Your task: Scan the material for the word "function", then return every line where it appears.
__________________________________________________
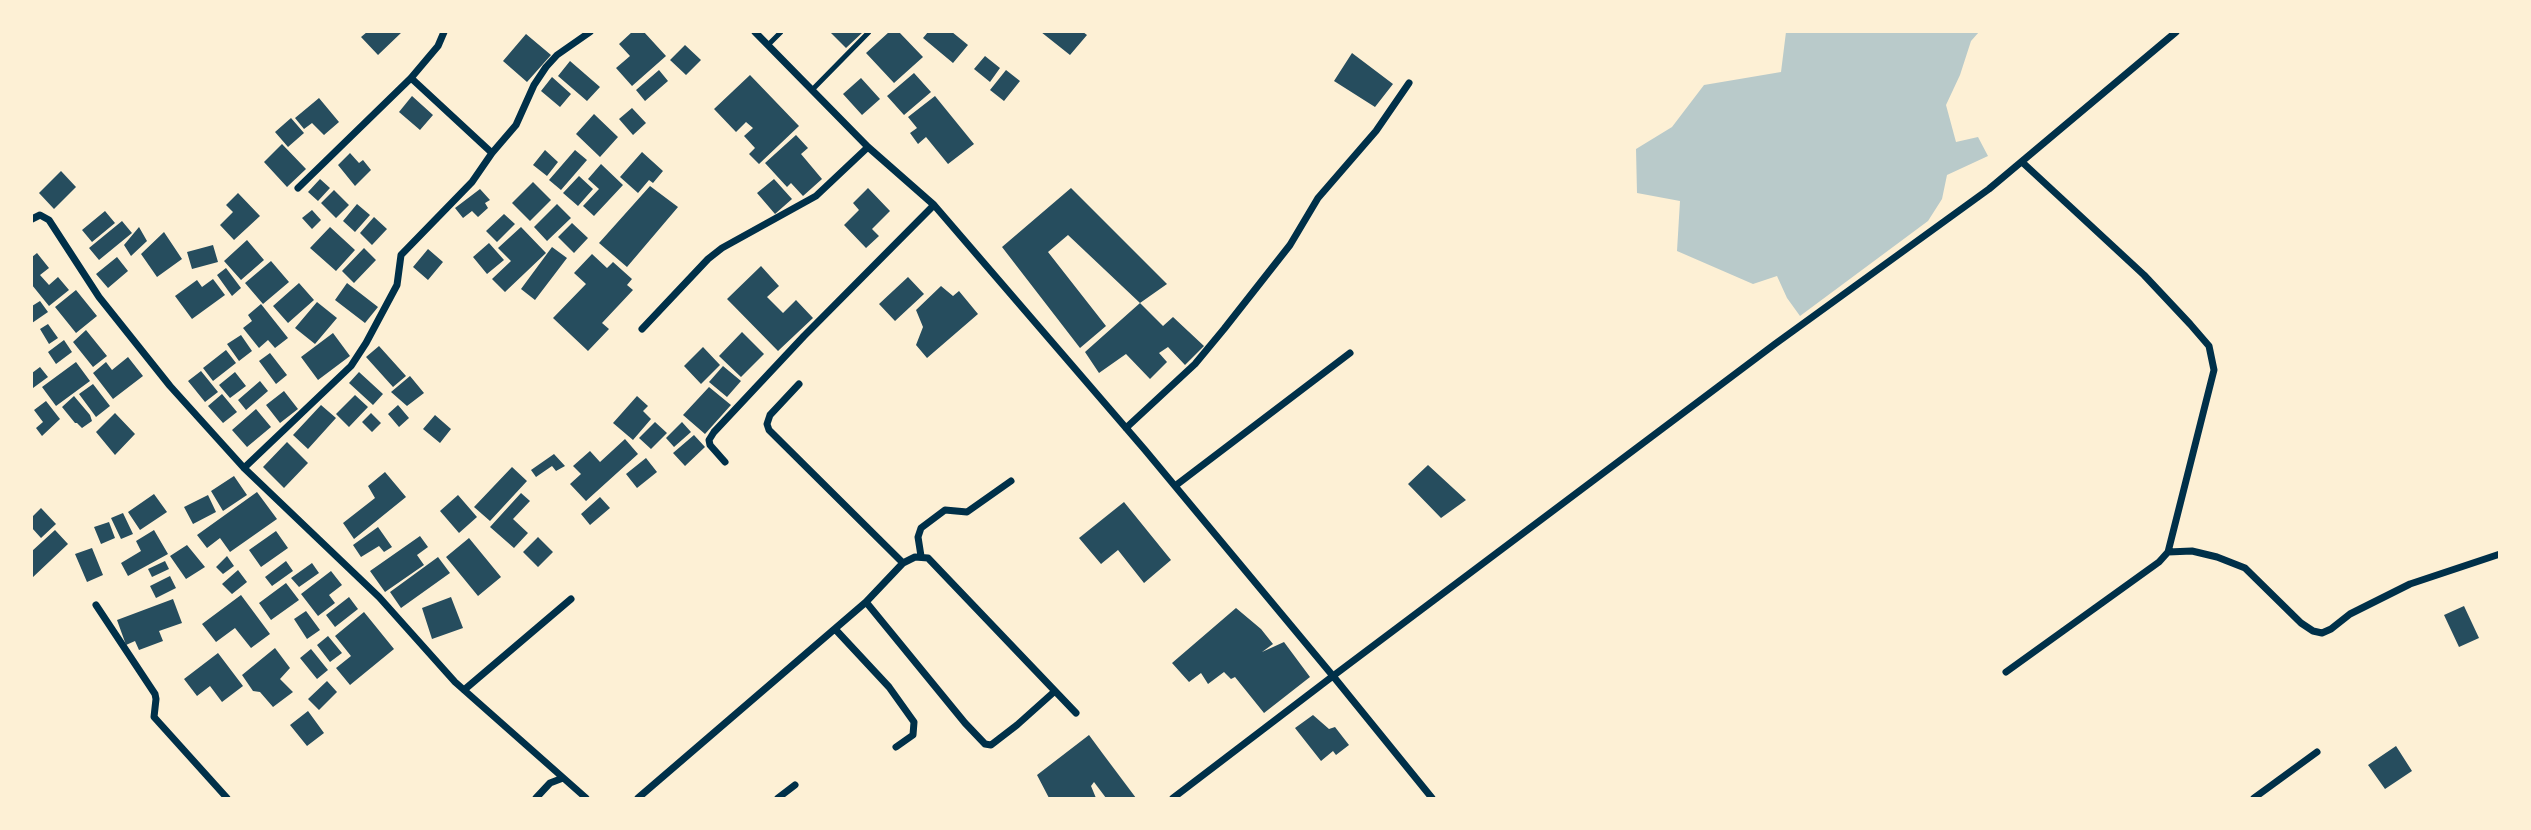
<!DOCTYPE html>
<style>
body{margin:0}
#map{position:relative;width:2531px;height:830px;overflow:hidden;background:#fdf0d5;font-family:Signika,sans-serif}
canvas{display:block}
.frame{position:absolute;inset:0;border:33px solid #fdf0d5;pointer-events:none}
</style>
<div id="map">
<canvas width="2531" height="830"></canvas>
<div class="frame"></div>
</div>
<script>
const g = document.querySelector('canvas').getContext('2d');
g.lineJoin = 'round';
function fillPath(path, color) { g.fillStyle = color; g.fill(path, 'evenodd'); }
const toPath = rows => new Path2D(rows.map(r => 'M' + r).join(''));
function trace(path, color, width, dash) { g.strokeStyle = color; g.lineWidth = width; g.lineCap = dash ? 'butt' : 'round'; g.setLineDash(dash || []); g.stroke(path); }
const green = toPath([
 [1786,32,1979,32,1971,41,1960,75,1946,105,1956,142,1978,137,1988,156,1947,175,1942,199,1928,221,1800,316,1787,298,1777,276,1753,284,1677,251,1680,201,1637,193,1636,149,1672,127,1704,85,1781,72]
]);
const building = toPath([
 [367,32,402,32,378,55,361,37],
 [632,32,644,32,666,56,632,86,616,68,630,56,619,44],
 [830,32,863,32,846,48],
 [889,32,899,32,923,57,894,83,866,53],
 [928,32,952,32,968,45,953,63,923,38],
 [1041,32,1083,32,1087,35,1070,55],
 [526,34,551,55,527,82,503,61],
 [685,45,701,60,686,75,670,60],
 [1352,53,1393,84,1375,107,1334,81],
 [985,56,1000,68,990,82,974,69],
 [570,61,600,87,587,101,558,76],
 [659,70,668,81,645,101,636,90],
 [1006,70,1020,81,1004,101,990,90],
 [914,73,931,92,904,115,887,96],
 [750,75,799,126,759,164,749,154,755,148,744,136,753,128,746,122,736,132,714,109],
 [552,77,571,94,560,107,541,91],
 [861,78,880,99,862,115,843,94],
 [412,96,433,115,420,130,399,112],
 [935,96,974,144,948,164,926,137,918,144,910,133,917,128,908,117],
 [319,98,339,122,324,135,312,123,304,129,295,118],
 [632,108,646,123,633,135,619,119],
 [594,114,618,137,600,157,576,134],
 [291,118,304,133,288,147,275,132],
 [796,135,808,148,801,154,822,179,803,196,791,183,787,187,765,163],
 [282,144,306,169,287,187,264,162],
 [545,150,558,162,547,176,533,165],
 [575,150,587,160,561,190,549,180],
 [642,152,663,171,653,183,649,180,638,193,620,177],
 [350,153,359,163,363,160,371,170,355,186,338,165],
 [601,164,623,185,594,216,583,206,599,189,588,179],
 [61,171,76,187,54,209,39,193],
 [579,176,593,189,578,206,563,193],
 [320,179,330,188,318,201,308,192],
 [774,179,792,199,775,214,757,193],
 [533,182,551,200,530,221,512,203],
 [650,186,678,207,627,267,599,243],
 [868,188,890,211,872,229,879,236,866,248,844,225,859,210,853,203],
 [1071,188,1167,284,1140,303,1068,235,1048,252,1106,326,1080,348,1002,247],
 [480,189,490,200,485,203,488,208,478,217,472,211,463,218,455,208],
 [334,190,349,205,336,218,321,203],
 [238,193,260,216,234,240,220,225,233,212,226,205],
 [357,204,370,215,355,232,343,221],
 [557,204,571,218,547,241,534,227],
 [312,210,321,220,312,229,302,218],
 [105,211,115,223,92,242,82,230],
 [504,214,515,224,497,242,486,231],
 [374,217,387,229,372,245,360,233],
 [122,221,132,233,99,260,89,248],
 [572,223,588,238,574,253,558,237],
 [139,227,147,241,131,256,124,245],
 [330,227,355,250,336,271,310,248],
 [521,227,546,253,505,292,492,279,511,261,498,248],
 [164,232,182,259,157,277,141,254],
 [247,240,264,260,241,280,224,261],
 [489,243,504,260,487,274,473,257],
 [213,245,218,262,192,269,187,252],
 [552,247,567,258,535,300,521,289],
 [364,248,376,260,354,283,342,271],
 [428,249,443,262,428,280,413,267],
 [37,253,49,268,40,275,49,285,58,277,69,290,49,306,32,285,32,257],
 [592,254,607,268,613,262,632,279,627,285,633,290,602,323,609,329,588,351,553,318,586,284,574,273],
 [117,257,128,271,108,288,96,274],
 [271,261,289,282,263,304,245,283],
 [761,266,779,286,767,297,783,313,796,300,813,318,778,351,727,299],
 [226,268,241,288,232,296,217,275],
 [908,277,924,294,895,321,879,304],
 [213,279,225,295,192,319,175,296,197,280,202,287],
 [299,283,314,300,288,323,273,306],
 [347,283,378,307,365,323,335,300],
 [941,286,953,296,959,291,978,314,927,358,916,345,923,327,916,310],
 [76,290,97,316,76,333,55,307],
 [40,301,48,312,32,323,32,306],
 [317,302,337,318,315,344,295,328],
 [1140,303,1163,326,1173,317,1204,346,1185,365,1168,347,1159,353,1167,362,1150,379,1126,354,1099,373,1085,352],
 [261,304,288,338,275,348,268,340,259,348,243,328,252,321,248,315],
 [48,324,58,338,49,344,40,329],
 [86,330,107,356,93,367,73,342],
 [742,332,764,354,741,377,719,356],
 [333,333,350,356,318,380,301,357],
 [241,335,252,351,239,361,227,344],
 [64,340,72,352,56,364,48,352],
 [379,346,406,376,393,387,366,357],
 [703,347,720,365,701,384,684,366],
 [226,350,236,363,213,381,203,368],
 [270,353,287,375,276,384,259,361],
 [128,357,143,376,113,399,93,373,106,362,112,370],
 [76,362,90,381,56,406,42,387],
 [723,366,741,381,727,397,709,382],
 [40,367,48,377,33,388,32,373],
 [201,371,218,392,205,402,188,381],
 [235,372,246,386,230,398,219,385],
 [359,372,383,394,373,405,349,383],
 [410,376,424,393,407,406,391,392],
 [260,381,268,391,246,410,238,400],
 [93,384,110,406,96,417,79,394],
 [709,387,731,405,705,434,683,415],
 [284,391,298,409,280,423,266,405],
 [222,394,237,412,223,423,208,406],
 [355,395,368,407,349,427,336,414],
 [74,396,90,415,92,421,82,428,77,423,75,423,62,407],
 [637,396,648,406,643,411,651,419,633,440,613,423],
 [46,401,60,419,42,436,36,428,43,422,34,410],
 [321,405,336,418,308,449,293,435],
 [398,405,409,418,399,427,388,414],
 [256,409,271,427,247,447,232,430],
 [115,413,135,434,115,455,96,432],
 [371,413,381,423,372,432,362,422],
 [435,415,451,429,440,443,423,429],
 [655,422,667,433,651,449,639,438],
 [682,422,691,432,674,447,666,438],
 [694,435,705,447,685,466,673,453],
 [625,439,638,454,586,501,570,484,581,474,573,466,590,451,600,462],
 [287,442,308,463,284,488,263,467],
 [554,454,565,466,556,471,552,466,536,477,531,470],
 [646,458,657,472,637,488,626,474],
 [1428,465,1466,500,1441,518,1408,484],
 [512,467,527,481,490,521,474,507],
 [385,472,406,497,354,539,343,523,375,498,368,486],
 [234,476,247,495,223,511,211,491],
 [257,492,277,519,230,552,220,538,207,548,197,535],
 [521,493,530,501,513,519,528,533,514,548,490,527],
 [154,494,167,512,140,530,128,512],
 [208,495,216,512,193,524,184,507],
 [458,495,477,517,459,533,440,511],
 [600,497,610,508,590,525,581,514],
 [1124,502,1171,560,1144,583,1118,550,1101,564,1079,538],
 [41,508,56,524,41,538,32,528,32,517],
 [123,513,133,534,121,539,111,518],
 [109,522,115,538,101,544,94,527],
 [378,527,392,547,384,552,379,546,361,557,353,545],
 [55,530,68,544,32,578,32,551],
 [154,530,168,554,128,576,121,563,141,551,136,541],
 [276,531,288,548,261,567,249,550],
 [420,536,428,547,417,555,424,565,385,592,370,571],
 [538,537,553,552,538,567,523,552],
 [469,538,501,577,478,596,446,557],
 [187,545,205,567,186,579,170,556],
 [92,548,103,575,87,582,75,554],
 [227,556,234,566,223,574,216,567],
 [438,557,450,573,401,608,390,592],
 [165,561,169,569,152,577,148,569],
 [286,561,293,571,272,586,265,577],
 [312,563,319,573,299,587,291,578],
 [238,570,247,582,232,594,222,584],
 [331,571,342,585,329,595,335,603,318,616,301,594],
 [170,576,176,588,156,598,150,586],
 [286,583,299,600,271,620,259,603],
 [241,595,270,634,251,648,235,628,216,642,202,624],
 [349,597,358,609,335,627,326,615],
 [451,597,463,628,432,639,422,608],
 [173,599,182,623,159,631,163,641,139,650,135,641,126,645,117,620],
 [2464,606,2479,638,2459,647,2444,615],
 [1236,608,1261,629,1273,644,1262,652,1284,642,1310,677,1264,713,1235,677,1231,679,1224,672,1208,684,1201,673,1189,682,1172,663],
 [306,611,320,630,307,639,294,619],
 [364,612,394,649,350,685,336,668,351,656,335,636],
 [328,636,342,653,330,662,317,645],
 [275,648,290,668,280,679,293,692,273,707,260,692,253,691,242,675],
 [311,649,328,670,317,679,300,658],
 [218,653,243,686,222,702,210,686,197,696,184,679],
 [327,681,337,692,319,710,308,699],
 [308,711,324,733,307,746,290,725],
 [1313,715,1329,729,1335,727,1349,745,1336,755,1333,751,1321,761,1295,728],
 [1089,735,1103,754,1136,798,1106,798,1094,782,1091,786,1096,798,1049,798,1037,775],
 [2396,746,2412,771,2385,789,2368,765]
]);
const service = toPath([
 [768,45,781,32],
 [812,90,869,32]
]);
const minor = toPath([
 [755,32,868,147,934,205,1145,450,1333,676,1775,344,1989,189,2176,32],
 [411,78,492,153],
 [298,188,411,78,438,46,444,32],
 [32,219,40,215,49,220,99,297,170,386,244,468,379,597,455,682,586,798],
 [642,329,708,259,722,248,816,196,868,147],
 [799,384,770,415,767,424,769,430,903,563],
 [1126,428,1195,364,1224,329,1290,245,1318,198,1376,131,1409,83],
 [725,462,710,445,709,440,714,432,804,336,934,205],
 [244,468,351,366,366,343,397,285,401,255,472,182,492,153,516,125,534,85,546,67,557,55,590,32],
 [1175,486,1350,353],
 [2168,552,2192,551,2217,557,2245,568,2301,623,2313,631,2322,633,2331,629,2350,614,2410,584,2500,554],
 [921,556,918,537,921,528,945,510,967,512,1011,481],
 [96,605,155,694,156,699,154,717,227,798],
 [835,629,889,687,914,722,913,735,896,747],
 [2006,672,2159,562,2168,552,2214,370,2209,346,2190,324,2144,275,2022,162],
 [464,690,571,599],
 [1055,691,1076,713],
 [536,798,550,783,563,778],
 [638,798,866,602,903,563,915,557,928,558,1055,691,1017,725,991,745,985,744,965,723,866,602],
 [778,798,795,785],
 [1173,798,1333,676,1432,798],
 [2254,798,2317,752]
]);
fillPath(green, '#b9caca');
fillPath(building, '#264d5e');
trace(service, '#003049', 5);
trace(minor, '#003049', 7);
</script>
__________________________________________________
Solution:
function fillPath(path, color) { g.fillStyle = color; g.fill(path, 'evenodd'); }
function trace(path, color, width, dash) { g.strokeStyle = color; g.lineWidth = width; g.lineCap = dash ? 'butt' : 'round'; g.setLineDash(dash || []); g.stroke(path); }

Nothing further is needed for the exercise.